The northeast monsoon gets into an active phase with high probability of 2019 ending as a normal monsoon year
Heavy rainfall induced due to a strong ‘tropical wave’ pulls Tamil Nadu out of ‘deficient’ rainfall category. But, not without causing damages to property and loss of lives. Such extremes are the new normal, warn weather experts
Nidhi Jamwal 8 Dec 2019 2:03 PM GMT
After a bountiful southwest monsoon, which ended with 10 per cent more than normal rainfall, the northeast monsoon has entered into an active phase raising the hopes of a 'normal' monsoon this year.
Heavy rainfall for four to five days since November 28 killed at least 25 people in Tamil Nadu. A wall collapse due to heavy rainfall buried alive 17 people in a village near Coimbatore. Educational institutions were shut down, while some affected people were accommodated in relief camps in Thoothukudi, Cuddalore and Tirunelveli districts, which faced the maximum fury of rains in the state.
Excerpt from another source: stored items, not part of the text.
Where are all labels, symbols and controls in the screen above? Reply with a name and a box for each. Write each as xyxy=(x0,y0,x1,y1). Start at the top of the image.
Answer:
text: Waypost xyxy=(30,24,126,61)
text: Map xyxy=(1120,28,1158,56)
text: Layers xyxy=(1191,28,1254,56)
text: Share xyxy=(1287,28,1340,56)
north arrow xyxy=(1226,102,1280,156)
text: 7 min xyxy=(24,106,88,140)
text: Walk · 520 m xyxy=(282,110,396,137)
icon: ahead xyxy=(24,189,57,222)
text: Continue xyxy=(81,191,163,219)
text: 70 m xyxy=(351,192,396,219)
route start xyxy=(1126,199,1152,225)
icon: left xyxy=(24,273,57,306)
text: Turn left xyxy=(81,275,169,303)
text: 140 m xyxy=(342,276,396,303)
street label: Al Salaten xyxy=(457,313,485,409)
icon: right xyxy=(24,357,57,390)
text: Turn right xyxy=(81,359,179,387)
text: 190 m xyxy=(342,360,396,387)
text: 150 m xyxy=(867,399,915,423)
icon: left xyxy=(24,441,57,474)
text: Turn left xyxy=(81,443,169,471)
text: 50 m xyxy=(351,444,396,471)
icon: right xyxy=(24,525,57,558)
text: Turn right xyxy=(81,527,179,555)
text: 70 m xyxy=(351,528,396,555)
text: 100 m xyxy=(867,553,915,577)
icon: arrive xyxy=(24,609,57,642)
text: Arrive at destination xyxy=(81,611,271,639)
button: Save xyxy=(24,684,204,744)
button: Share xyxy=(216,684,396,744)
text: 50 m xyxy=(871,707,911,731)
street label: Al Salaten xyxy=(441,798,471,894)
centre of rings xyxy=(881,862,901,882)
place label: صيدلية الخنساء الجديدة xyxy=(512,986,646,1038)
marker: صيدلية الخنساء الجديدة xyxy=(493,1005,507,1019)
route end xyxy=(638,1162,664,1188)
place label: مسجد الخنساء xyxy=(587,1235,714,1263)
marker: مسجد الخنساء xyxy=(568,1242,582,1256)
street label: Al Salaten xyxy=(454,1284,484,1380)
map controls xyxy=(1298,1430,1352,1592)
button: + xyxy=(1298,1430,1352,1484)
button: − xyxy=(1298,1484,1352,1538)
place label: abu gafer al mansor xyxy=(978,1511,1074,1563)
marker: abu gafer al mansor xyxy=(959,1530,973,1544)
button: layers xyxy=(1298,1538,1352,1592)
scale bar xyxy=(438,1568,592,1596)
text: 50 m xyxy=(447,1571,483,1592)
"Between November 28 and December 1, Tamil Nadu received heavy rains, thus bringing down the massive rainfall deficit in the state. This bolsters the fact that extremes are the new normal," Sridhar Balasubramanian, associate professor with the department of mechanical engineering, Indian Institute of Technology (IIT) Bombay told Rural Connection. He is also an adjunct faculty member at IDP Climate Studies, IIT Bombay. "There is a high probability of 2019 ending as a normal northeast monsoon year," he added.
Till November 28, the state had minus 43 per cent rainfall departure, which comes in the category of 'deficient' rainfall. This was followed by a heavy downpour for the next three to four days, leading to flooding and loss of lives.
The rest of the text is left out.